A sectional view taken along the line XIV, FIG. 15 is a side view of a steering lock device showing another embodiment of the present invention, FIG. 16 is an exploded perspective view of the steering lock device of FIG. 15, and FIG. 17 is a plan view. FIG. 18 is a side view of the shift lever, FIG. 19 is a partially enlarged view when the shift lever is operated, and FIG. 20 is a partially enlarged view when the shift lever is further operated. 10 …… Steering lock device, 11 …… Housing, 11
i …… Protrusion (guide member), 16 …… Key cylinder, 28…
… Key, 29 …… Spring, 33 …… Key detection lever, 11
0 …… Shift lever, 140 …… Cable, 200 …… Locking member, 200d …… End, 200e …… Engagement part, 201 …… Control piece, 2
01c …… Abutting part, 203 …… Cam, 215 …… Locking groove, 215a…

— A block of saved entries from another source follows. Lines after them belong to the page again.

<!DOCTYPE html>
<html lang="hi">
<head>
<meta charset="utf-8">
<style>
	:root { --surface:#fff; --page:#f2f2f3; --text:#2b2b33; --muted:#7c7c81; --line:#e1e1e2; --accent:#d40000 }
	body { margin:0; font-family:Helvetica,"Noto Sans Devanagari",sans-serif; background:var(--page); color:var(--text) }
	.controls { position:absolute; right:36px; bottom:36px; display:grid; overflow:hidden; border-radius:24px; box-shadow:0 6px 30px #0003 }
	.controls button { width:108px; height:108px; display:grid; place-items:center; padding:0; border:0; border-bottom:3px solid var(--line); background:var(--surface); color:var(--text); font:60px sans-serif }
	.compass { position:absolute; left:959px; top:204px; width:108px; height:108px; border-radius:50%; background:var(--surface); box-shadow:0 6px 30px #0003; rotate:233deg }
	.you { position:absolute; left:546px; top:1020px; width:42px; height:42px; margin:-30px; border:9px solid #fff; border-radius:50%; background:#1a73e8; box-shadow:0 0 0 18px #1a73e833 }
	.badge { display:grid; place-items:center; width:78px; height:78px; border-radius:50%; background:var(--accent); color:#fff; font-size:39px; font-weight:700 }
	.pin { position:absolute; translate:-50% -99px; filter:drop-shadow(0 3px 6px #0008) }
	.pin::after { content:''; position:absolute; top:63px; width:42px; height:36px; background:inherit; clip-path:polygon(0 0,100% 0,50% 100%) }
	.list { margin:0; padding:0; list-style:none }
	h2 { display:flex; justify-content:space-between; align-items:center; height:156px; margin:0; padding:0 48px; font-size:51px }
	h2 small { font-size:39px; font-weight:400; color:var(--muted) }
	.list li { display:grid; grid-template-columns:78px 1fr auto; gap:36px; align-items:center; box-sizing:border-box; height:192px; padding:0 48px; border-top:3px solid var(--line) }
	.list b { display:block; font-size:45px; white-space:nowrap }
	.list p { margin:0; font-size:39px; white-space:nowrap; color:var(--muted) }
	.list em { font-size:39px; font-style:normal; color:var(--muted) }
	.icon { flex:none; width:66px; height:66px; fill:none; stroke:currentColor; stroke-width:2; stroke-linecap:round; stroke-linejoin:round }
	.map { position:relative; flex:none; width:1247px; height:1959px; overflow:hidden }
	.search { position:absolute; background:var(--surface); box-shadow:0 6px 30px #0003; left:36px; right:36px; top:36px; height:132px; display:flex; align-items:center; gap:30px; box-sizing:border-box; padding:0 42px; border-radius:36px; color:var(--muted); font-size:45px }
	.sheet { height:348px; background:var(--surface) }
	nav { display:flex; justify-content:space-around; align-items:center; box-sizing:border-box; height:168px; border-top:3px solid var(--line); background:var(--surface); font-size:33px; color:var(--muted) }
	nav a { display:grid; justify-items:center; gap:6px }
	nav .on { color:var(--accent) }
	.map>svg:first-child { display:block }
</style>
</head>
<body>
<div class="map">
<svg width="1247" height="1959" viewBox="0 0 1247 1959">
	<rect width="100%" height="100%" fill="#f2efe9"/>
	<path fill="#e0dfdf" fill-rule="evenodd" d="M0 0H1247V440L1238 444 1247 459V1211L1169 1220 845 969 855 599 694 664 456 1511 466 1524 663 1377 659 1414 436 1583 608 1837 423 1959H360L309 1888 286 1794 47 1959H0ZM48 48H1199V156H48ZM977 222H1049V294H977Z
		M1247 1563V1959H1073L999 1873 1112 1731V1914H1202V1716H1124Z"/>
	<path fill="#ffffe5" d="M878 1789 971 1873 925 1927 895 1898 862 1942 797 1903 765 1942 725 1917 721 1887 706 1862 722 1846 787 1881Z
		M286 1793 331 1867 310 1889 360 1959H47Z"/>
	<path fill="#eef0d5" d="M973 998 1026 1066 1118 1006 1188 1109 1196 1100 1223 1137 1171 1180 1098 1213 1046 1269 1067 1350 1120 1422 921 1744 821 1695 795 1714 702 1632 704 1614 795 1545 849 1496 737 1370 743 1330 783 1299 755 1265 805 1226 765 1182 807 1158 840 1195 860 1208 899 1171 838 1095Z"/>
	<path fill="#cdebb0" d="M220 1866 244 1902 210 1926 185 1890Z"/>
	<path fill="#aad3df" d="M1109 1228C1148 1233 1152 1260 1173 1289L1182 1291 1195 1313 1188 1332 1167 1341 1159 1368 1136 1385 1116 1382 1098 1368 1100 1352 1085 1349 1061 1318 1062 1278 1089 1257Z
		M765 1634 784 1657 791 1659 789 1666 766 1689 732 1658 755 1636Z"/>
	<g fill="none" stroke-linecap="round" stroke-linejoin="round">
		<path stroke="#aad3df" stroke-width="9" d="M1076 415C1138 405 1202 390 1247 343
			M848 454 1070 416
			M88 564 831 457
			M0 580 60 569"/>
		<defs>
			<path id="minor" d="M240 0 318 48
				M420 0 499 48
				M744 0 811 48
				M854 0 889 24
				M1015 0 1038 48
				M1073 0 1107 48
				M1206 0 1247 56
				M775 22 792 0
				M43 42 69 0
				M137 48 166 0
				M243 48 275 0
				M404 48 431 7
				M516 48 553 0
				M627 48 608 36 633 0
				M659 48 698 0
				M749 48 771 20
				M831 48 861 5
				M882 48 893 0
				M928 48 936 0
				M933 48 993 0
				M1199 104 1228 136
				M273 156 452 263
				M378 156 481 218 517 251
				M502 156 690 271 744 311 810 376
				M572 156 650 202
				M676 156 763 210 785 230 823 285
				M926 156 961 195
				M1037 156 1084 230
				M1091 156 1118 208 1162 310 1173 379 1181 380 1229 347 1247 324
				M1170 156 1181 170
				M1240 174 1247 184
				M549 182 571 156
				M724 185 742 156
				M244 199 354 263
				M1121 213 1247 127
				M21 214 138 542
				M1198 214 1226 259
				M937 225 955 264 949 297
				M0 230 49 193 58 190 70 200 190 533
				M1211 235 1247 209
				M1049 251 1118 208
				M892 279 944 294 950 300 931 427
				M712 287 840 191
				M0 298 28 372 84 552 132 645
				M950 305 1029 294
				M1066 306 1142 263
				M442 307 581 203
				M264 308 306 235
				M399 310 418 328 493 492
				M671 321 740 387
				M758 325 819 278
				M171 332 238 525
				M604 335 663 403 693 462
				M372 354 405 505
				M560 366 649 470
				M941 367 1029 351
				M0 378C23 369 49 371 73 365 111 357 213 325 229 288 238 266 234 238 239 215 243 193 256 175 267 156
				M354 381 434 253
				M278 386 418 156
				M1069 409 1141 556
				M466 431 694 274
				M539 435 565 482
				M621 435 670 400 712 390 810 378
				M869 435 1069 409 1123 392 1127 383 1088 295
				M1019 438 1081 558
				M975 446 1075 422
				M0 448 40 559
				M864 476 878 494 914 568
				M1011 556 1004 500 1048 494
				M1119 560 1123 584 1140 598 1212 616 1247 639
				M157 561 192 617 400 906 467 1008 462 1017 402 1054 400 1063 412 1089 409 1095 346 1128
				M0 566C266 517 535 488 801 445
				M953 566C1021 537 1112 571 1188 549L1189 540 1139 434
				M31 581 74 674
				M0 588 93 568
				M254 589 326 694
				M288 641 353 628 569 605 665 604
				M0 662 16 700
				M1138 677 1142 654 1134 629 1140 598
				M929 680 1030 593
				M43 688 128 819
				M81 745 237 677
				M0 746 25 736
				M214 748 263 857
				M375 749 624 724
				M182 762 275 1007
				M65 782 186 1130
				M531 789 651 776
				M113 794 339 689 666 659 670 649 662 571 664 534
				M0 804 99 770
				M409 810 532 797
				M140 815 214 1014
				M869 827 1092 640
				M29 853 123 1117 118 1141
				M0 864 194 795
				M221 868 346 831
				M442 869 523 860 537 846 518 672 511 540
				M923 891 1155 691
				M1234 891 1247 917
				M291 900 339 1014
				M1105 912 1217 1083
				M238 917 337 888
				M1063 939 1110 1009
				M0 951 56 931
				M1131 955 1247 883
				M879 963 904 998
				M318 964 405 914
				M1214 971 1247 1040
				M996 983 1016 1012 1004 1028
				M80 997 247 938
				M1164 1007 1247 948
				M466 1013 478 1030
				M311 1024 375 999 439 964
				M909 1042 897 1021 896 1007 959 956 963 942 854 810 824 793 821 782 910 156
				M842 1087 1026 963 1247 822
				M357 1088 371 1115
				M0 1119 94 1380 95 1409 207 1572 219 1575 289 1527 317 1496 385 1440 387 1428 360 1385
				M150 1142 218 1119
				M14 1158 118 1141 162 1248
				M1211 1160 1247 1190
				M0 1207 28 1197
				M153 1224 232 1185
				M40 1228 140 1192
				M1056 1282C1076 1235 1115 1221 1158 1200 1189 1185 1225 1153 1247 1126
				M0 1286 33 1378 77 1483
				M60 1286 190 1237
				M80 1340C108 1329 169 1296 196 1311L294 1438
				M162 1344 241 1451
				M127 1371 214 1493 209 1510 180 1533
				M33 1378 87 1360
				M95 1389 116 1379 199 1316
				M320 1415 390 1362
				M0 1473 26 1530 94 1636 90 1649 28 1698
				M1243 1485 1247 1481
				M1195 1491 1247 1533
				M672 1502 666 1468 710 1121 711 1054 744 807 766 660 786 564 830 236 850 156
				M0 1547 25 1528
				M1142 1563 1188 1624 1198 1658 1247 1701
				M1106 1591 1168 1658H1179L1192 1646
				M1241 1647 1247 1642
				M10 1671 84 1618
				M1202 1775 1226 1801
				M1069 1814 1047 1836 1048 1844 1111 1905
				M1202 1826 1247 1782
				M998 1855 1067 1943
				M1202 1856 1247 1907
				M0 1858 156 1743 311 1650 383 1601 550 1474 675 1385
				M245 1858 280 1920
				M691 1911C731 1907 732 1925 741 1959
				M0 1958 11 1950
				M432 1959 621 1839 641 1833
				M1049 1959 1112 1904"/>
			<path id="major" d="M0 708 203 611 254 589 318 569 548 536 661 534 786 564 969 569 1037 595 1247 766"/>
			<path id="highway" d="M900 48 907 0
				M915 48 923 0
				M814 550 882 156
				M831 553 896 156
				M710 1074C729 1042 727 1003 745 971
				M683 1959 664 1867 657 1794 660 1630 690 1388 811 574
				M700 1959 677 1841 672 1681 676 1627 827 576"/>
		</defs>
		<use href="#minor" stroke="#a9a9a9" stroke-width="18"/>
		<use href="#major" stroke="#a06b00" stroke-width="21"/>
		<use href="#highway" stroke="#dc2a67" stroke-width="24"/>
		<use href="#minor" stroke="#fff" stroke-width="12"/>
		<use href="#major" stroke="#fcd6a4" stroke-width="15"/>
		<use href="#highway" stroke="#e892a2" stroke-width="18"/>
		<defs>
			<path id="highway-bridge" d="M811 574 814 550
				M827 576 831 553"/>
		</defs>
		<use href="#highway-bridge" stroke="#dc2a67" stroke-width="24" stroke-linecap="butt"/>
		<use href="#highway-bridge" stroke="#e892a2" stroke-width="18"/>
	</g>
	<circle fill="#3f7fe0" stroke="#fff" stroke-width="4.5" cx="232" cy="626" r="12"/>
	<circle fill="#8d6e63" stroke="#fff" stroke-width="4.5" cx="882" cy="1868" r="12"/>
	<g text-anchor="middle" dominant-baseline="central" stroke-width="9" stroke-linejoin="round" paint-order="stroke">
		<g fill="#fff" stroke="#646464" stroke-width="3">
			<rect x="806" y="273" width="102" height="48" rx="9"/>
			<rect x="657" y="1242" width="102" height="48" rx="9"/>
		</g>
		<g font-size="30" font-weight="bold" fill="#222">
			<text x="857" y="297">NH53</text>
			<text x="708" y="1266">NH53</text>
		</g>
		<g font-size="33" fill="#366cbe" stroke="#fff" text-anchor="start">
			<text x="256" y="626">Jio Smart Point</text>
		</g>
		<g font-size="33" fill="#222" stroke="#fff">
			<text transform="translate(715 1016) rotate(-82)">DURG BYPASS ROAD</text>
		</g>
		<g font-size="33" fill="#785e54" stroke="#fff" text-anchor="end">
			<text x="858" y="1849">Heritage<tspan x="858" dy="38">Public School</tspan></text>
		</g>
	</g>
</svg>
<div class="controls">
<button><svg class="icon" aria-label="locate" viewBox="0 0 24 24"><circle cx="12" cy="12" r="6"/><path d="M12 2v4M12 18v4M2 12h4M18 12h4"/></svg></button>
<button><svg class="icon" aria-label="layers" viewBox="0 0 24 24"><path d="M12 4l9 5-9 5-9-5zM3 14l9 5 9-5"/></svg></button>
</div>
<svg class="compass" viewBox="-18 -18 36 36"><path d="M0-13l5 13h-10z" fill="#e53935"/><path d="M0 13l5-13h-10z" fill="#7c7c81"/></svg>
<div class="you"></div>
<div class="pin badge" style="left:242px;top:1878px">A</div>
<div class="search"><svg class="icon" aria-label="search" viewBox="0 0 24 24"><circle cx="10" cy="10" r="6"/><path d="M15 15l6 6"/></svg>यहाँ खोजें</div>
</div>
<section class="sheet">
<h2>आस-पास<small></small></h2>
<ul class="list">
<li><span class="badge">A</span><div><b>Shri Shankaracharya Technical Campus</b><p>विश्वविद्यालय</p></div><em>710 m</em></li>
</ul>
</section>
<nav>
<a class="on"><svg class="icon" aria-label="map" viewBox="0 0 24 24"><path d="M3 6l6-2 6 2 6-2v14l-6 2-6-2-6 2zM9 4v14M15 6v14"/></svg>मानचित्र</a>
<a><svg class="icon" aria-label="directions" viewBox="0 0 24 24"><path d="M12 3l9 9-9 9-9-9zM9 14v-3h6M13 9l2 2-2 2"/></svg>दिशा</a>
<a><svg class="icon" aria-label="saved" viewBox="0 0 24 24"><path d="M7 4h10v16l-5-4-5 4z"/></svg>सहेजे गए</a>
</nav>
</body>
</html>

… Open part, 216 …… Unlocking groove, 216a …… Stopper surface, 218…
… Sloping surface

Claims (2)

(57) [Scope of utility model registration request] 1. A key cylinder (16) rotatably arranged in a housing (11) and preventing rotation of the key cylinder (16) when the key cylinder (16) is rotated from an unlock position to a lock position. Locking member (200) movable between a locking position and a non-locking position that does not block rotation, a blocking position that blocks the locking member (200) from moving to the non-locking position, and a blocking position Control strip (201) slidable between the non-blocking position and the shift lever (11) of the automatic transmission.
Rotating lever (130) and control piece (20)
1) is connected to a cable (140), and the control piece (201) is in the non-blocking position that allows the movement of the locking member (200) when the shift lever (110) is in the parking position. When the lever (110) is in a position other than the parking position, the lever (110) is in the block position in the moving passage of the locking member (200), and the key cylinder (16) is in the cam (203) with which the locking member (200) engages. The cam (203) has a locking groove (215), an unlocking groove (216), and an inclined surface (218) and a stopper surface formed between the locking groove (215) and the unlocking groove (216). (216a) and the control piece (201) in the blocking position prevents the locking member (200) from moving from the unlocking groove (216) to the locking groove (215), and the control piece in the non-blocking position is controlled. The piece (201) is a steering lock device that allows the locking member (200) to move from the unlocking groove (216) to the locking groove (215). By providing a guide member (11i) for guiding the movement of the control piece (201) on the outer surface of the housing (11) and moving the locking member (200) to the non-locking position,
The engaging portion (200e) provided on the locking member (200) is made to project to the moving position of the contact portion (201c) of the control piece (201) in the non-blocking position, and the block position of the control piece (210). Lock device for preventing movement to the steering wheel. 2. A key detection lever rotatably arranged in the key cylinder (16) and a spring for pressing the key cylinder (16) in the housing (11) are provided, and the locking member (200) is The key detection lever has an end located outside the cam, and the key detection lever is rotated by a key inserted in the key cylinder (16), and the key cylinder (16) rotates with the elasticity of the spring as the key detection lever rotates. The lock member (200) is moved in the axial direction, and the end portion of the locking member (200) passes through the release portion formed in the locking groove and moves relatively into the locking groove to move from the unlocked position to the locked position. The steering lock device according to claim 1, wherein when the key is pulled out from the key cylinder (16), the end portion of the locking member (200) passes through the release portion and is separated from the locking groove.